|Martha Swope Collection, The New York Public Library for the Performing Arts|
I am sad tonight at her passing. As a young, teenage artist, her images filled my head with ideas and wonder I dreamed of growing up in Texas.
From the New York Times:
Martha Swope, whose crisp, compelling photographs of dancers and actors at work recorded nearly half a century of stage history, died on Thursday in New York. She was 88.
The cause was Parkinson’s disease, said Jeanne Fuchs, her longtime friend and executor.
From 1957, when Ms. Swope was invited by Jerome Robbins to shoot rehearsals of “West Side Story,” to 1994, when she shut down her Times Square studio and sold her archive, Ms.
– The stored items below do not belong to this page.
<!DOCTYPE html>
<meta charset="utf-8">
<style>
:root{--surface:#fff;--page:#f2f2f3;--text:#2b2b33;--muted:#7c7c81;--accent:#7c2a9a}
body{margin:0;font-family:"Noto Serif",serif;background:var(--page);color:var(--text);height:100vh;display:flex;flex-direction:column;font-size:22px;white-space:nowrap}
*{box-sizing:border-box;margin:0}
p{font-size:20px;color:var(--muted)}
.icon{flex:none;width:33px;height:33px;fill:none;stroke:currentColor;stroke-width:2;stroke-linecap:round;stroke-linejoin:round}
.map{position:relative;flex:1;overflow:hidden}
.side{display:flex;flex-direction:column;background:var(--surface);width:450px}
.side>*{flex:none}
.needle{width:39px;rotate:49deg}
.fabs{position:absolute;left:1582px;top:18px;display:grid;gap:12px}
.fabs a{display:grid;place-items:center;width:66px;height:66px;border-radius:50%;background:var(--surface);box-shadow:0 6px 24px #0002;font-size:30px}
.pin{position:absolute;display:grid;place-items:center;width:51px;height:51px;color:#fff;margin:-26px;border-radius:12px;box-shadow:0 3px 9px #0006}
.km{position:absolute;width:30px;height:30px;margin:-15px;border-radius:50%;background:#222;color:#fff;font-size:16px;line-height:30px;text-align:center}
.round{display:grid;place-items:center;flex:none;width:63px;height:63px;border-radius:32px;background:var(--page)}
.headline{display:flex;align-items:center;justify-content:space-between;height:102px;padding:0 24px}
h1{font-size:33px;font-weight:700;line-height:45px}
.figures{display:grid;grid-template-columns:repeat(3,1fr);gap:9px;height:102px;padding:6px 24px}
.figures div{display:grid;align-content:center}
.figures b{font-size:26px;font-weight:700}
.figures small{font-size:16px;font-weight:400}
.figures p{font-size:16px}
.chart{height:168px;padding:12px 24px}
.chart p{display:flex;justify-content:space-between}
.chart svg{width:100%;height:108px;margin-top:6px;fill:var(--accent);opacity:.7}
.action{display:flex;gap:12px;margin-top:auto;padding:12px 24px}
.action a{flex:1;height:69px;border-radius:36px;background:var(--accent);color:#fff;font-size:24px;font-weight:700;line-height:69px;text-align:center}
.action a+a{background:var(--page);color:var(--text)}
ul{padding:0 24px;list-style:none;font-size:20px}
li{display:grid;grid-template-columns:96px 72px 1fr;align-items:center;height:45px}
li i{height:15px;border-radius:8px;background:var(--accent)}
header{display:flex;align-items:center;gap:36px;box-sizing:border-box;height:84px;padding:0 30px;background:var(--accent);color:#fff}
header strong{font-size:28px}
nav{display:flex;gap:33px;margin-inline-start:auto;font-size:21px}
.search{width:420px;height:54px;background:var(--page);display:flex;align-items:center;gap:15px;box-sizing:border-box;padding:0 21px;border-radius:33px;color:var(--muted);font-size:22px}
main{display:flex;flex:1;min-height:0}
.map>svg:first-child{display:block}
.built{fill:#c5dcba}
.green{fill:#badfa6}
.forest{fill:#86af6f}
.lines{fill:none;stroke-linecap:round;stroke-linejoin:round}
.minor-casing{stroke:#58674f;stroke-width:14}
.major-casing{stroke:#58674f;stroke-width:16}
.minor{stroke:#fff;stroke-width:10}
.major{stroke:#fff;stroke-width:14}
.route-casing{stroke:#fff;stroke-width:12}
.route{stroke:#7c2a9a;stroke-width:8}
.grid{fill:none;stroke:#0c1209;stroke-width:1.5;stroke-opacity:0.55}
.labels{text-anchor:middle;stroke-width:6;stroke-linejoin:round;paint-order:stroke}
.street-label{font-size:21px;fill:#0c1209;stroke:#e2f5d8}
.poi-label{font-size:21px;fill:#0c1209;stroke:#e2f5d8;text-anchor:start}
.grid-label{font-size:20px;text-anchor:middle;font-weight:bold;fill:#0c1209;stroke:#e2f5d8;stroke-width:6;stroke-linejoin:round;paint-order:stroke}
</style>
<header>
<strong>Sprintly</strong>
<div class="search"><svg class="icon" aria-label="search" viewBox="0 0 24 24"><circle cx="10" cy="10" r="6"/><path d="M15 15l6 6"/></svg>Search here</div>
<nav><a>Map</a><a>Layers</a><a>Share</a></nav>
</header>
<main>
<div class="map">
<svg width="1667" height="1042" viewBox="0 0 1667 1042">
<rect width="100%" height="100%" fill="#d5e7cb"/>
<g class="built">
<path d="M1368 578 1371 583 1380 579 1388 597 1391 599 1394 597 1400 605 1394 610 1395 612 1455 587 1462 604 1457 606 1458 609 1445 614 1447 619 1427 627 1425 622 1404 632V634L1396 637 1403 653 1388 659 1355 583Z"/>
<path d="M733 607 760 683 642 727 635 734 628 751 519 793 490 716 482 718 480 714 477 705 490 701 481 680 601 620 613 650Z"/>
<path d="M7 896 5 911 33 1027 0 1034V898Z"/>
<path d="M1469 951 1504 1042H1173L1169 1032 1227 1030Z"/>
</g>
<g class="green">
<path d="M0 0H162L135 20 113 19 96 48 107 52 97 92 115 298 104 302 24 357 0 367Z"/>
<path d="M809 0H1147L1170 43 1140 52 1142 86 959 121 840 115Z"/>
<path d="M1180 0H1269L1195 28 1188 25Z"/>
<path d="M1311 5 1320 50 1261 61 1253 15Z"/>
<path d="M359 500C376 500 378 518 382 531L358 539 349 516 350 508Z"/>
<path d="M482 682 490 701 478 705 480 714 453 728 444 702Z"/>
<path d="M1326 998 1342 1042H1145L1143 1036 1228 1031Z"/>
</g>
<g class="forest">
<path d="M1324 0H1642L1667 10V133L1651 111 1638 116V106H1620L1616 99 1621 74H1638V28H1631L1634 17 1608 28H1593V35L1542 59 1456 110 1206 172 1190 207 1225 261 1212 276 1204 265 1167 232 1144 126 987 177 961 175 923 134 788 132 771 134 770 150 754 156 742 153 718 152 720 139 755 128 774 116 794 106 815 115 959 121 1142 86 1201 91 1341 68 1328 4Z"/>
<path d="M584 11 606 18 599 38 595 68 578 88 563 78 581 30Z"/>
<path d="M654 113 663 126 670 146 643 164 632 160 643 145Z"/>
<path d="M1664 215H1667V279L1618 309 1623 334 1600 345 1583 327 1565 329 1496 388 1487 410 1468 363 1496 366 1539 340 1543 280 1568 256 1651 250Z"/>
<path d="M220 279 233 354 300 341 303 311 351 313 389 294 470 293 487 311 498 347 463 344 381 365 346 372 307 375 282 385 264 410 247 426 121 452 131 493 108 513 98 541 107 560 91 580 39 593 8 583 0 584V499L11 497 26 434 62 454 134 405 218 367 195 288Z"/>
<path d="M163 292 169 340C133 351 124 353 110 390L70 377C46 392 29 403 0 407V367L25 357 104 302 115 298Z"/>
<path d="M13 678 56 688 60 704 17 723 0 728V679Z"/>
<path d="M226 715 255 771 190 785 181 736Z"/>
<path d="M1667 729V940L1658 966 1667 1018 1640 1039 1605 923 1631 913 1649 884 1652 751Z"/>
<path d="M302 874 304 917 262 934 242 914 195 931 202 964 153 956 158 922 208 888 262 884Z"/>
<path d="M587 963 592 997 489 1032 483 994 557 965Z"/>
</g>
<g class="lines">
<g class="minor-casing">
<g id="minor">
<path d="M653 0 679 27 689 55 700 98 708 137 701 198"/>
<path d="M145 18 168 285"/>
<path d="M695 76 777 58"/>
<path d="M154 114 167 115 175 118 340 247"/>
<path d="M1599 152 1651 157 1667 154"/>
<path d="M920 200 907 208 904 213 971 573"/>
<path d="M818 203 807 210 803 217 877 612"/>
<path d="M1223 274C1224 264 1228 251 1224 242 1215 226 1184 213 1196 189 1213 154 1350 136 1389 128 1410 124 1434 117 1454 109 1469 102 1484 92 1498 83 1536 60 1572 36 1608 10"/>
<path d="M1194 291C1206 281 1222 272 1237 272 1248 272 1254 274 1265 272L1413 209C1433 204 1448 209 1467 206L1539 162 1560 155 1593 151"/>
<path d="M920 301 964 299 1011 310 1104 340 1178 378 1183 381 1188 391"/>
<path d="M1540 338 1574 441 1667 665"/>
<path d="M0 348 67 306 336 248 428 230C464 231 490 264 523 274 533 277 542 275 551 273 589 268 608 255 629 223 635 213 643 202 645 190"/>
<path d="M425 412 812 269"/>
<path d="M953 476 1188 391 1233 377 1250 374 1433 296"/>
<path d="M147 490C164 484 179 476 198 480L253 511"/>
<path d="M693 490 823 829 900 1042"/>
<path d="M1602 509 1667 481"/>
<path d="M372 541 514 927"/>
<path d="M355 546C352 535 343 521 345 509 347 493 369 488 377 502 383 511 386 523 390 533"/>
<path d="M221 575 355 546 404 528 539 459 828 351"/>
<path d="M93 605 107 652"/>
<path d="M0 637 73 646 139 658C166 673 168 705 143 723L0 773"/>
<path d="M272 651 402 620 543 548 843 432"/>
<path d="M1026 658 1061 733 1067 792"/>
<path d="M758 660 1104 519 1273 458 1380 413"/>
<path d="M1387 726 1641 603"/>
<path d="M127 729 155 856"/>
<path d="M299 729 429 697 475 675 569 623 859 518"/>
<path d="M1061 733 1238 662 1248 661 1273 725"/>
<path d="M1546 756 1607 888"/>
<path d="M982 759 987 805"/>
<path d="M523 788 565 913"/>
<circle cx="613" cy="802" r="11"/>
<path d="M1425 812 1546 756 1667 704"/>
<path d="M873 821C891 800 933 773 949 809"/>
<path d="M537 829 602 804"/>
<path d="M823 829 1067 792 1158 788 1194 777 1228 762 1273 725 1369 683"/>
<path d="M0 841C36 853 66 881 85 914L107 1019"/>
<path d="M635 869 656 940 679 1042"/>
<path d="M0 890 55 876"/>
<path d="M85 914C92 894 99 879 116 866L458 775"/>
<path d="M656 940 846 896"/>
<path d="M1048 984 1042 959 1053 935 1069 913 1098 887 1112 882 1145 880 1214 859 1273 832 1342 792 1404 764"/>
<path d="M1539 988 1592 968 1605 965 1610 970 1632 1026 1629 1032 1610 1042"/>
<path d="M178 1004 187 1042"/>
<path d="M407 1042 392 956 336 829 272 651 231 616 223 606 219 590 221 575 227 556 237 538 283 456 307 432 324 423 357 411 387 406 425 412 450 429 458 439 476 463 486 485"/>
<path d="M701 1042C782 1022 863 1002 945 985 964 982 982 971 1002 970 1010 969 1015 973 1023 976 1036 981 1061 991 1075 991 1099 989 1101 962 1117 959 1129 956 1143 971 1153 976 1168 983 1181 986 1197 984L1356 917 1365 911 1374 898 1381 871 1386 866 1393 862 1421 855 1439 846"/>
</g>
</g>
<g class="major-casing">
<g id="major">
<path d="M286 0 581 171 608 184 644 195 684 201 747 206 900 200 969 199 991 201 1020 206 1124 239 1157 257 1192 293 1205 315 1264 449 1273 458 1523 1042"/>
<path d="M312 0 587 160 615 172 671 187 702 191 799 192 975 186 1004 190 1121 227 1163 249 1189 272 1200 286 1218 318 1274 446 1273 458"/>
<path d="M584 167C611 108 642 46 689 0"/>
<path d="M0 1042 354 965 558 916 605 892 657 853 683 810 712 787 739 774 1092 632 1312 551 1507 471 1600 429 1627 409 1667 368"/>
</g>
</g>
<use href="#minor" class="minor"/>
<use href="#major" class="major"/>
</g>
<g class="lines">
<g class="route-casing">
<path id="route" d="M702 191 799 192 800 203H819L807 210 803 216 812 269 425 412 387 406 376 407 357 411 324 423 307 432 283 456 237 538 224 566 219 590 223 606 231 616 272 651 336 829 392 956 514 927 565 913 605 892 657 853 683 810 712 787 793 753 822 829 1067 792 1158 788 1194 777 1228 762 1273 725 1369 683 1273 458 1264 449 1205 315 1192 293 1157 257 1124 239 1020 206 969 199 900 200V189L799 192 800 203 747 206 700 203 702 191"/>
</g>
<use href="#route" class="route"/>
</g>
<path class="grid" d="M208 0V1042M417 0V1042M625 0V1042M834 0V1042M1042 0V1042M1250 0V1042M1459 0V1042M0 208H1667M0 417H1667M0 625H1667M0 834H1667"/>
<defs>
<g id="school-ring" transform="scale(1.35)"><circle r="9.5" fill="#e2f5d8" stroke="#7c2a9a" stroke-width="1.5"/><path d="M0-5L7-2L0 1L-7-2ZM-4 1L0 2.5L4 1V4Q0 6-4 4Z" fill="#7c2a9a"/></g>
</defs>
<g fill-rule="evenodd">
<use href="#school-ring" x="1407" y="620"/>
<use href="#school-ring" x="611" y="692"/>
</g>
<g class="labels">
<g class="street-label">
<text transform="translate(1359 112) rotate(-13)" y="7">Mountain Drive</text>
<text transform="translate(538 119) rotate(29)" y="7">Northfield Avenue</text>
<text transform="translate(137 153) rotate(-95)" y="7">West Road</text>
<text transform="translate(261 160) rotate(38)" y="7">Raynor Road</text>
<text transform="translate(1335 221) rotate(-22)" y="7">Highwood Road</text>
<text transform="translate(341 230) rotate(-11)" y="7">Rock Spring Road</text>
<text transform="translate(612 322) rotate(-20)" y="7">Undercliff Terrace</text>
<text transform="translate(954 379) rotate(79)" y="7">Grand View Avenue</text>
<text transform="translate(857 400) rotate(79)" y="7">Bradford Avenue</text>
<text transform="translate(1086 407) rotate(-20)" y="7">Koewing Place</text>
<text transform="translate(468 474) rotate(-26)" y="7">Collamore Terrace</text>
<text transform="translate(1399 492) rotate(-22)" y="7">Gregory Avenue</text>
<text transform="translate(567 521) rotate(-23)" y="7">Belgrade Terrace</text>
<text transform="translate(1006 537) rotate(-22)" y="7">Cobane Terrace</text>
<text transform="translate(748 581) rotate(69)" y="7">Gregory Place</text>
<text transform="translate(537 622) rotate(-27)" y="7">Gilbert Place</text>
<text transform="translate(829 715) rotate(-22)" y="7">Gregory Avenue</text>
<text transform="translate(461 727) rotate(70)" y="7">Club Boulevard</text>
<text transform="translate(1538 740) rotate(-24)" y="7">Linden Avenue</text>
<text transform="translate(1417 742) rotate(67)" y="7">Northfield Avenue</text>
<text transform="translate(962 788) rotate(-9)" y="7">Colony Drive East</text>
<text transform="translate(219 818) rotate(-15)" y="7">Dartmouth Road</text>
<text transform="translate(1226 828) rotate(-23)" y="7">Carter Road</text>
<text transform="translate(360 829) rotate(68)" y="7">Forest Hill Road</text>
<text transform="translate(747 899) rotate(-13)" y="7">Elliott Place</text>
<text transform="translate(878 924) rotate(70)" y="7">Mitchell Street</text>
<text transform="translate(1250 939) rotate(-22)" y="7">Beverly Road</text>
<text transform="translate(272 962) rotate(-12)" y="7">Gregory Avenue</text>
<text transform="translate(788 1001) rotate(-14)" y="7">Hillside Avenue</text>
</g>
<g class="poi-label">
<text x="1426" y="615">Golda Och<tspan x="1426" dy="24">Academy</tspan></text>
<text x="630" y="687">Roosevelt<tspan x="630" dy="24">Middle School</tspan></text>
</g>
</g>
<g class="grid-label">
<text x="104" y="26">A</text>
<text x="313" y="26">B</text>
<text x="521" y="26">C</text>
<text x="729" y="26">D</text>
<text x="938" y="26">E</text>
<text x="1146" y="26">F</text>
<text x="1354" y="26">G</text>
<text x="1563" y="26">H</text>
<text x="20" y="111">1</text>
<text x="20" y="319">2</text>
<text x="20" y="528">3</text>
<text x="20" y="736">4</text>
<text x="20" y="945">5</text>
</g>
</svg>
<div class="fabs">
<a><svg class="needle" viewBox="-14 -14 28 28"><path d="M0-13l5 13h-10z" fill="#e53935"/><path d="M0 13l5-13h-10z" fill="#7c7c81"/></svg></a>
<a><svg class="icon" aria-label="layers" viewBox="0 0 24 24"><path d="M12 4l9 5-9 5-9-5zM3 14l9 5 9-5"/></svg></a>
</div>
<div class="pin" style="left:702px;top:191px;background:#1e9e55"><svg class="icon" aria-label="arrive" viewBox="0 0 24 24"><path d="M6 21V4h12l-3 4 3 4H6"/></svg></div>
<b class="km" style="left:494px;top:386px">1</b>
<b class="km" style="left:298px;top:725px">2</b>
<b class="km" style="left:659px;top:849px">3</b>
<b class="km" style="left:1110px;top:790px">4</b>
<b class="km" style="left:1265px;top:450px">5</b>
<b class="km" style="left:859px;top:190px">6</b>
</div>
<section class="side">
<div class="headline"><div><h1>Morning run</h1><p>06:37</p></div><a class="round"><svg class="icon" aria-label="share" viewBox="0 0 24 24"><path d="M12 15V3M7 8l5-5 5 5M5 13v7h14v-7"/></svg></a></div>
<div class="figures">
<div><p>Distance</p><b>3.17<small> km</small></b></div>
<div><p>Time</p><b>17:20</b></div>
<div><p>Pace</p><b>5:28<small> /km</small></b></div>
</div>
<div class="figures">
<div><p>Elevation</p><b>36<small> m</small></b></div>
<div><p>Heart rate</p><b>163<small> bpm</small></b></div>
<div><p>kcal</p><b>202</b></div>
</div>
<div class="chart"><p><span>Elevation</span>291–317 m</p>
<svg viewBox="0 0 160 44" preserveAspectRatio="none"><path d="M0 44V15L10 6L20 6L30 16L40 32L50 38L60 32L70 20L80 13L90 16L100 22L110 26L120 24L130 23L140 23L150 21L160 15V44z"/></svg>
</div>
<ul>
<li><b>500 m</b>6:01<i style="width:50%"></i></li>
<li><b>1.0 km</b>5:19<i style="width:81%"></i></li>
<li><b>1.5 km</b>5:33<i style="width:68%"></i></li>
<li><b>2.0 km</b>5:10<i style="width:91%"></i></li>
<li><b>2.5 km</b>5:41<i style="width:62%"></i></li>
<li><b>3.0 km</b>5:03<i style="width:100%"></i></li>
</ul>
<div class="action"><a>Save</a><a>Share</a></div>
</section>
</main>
Swope produced hundreds of thousands of images of performers in action, capturing Gelsey Kirkland and Mikhail Baryshnikov in full flight, the cast of “La Cage Aux Folles” in full drag and John Travolta in full Saturday night fever.
Those photographs made their way into newspapers (the arts pages of The New York Times frequently featured her work), magazines and books. They decorated sales brochures, posters and programs.
Ms. Swope chronicled over 800 productions throughout her storied career, including rehearsal photos personally commissioned by Jerome Robbins of the original production of West Side Story in 1957, the original casts of La Cage Aux Folles, Sweeney Todd, Cats, Company, Chicago, and A Chorus Line, as well as her wealth of work within the dance world featuring artists such as Martha Graham, George Balanchine, Gelsey Kirkland and Mikhail Baryshnikov.
Her work was frequently featured in The New York Times and Variety called her "the go-to photog" for the New York theatre community. Ms. Swope was awarded a Tony Honor for Excellence in Theater in 2004 and a lifetime achievement award from the League of Professional Theater Women in 2007.